🤖 AI Summary
This study investigates whether artificial general intelligence (AGI) can be formalized as an absolute and self-verifiable theoretical construct. By modeling AGI as a distributional semantic predicate dependent on task families, task distributions, performance functionals, and resource budgets, the work employs axiomatic methods, distributional perturbation analysis, bounded transfer theory, and Rice-type and Gödel–Tarski undecidability arguments to systematically examine its existence, robustness, and verifiability limits. The analysis demonstrates that AGI is inherently relative to specific task distributions and cannot be defined independently of them. Crucially, it establishes—through computational and logical reasoning—that AGI cannot self-certify its own correctness. The study further identifies fundamental limitations of AGI, including distributional dependence, fragility, bounded transferability, and undecidability, thereby refuting the theoretical feasibility of unconditionally self-improving AGI systems.
📝 Abstract
We study whether Artificial General Intelligence (AGI) admits a coherent theoretical definition that supports absolute claims of existence, robustness, or self-verification. We formalize AGI axiomatically as a distributional, resource-bounded semantic predicate, indexed by a task family, a task distribution, a performance functional, and explicit resource budgets. Under this framework, we derive four classes of results. First, we show that generality is inherently relational: there is no distribution-independent notion of AGI. Second, we prove non-invariance results demonstrating that arbitrarily small perturbations of the task distribution can invalidate AGI properties via cliff sets, precluding universal robustness.

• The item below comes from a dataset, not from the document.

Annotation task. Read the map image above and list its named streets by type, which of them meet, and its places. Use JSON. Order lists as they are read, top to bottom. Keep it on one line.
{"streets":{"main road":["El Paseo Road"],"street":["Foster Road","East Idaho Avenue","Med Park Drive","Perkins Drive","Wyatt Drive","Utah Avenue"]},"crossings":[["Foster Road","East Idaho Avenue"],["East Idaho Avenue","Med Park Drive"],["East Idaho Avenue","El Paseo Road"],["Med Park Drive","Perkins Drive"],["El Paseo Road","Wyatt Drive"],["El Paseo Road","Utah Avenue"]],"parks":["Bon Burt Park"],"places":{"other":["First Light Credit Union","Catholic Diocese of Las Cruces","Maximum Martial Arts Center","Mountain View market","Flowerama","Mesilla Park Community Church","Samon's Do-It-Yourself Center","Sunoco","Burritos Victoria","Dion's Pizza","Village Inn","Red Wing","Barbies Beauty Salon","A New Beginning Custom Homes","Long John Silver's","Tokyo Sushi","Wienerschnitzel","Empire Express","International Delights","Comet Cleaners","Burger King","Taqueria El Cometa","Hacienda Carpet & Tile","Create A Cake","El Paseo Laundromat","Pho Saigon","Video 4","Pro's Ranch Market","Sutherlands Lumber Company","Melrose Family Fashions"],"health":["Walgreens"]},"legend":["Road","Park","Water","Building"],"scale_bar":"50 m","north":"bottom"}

Third, we establish bounded transfer guarantees, ruling out unbounded generalization across task families under finite resources. Fourth, invoking Rice-style and G\"odel--Tarski arguments, we prove that AGI is a nontrivial semantic property and therefore cannot be soundly and completely certified by any computable procedure, including procedures implemented by the agent itself. Consequently, recursive self-improvement schemes that rely on internal self-certification of AGI are ill-posed. Taken together, our results show that strong, distribution-independent claims of AGI are not false but undefined without explicit formal indexing, and that empirical progress in AI does not imply the attainability of self-certifying general intelligence.